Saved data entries
* * * * *
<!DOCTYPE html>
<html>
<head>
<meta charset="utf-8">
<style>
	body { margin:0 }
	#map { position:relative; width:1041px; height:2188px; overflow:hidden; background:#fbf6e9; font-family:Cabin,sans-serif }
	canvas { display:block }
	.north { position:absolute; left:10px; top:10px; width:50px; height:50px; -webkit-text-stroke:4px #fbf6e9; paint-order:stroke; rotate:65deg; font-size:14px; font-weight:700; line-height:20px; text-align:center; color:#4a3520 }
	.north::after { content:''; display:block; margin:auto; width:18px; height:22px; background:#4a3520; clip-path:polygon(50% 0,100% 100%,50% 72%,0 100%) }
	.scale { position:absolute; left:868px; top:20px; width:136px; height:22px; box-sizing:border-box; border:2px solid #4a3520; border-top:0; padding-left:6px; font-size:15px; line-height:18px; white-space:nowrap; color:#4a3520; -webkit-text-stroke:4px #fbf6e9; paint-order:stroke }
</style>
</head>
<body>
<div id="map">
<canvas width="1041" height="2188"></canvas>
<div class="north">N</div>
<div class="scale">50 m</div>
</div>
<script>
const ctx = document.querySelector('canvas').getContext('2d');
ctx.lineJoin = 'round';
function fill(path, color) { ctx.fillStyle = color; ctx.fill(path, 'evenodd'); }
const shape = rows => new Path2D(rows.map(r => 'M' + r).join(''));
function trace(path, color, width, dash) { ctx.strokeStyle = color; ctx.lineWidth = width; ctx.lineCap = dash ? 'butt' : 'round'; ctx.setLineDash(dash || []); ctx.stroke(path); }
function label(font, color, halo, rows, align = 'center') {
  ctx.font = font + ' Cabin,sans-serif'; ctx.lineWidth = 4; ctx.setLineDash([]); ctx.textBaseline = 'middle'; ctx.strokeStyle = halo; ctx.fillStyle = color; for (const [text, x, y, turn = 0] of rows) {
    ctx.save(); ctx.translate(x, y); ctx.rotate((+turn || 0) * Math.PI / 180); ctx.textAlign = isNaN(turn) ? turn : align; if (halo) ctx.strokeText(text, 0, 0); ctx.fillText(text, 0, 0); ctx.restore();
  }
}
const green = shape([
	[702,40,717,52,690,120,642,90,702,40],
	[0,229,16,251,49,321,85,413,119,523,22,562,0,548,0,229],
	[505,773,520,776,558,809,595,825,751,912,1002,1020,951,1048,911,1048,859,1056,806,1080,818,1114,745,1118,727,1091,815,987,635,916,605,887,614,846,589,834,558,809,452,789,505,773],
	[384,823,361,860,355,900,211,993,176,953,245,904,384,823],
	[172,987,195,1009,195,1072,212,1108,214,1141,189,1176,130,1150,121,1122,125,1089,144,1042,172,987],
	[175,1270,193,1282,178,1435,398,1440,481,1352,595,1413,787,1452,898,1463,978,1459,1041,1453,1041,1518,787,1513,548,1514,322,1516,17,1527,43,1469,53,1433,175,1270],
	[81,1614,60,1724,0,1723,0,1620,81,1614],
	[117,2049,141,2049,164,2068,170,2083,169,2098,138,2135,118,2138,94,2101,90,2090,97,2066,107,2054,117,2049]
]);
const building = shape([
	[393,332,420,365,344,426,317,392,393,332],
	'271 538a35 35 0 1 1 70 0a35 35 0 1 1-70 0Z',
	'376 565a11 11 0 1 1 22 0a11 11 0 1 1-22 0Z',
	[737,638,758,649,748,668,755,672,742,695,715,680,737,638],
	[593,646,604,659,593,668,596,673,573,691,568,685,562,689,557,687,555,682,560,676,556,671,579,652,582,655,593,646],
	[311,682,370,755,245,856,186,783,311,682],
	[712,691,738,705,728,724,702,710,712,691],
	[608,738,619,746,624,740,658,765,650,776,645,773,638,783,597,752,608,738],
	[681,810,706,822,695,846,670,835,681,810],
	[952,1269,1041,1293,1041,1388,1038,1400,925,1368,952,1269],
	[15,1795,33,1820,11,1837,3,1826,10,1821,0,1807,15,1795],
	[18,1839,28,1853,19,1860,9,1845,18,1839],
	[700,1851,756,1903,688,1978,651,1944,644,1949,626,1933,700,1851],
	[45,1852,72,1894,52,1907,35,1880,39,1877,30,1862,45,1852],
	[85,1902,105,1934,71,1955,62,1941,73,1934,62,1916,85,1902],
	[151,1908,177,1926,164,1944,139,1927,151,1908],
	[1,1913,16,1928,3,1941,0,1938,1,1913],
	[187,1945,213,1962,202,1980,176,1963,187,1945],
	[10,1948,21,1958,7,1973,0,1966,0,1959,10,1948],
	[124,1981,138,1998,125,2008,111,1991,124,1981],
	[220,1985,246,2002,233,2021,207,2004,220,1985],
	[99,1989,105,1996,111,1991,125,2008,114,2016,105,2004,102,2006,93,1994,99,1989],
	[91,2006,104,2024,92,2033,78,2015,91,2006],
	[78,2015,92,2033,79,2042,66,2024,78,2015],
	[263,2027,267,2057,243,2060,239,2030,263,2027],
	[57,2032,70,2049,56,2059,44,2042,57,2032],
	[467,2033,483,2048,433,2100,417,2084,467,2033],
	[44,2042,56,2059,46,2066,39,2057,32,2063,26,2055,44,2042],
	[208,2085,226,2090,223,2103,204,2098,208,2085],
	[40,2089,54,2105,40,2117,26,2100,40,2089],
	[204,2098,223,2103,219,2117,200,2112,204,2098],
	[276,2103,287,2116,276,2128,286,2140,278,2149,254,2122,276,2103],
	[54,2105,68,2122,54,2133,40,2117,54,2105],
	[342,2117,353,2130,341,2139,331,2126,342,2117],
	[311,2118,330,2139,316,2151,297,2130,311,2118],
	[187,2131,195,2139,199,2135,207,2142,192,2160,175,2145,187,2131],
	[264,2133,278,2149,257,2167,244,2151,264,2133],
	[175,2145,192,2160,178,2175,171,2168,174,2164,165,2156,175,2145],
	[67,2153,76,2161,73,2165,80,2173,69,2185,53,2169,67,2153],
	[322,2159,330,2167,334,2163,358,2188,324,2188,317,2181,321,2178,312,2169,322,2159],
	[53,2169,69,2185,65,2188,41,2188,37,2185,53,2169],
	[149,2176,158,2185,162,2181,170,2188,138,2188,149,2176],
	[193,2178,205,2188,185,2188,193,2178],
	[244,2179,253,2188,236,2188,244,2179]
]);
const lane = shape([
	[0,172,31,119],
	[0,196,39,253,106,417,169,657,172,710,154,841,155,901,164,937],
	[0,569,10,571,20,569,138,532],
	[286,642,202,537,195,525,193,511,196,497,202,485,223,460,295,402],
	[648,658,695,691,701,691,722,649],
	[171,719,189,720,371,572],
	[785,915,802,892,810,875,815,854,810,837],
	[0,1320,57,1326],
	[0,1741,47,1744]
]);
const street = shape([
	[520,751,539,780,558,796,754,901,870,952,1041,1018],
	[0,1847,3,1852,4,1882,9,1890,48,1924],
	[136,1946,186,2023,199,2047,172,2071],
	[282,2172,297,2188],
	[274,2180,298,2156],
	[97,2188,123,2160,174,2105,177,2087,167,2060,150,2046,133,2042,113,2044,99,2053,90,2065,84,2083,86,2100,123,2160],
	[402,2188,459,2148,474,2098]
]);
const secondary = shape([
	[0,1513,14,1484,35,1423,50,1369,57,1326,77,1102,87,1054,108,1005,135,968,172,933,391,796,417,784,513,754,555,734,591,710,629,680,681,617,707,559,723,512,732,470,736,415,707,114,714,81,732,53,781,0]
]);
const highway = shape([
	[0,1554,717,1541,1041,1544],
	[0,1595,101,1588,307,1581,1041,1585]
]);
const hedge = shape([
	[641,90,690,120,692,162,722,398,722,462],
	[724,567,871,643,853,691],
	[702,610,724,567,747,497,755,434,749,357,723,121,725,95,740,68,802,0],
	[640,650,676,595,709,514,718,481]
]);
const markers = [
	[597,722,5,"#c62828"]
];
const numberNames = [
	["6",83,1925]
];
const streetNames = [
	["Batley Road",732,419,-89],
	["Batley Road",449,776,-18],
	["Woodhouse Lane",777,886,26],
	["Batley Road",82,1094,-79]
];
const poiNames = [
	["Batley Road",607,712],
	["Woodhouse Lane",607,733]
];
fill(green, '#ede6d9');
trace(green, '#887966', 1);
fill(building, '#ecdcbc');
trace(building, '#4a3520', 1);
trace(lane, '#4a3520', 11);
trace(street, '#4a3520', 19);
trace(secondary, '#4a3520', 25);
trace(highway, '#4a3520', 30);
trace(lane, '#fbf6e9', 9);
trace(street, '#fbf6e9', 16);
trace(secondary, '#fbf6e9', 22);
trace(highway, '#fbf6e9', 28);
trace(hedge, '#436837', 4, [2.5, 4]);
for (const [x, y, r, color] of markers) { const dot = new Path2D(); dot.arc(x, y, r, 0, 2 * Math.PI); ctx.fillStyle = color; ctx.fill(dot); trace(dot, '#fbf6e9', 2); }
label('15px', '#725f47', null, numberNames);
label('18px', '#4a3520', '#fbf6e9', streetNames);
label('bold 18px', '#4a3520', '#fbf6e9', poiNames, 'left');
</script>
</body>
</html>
* * * * *
_Work task_: Look through the entries above, and wherever a line holds the string "rotate", copy it.

_Solution to this exercise_:
	.north { position:absolute; left:10px; top:10px; width:50px; height:50px; -webkit-text-stroke:4px #fbf6e9; paint-order:stroke; rotate:65deg; font-size:14px; font-weight:700; line-height:20px; text-align:center; color:#4a3520 }
    ctx.save(); ctx.translate(x, y); ctx.rotate((+turn || 0) * Math.PI / 180); ctx.textAlign = isNaN(turn) ? turn : align; if (halo) ctx.strokeText(text, 0, 0); ctx.fillText(text, 0, 0); ctx.restore();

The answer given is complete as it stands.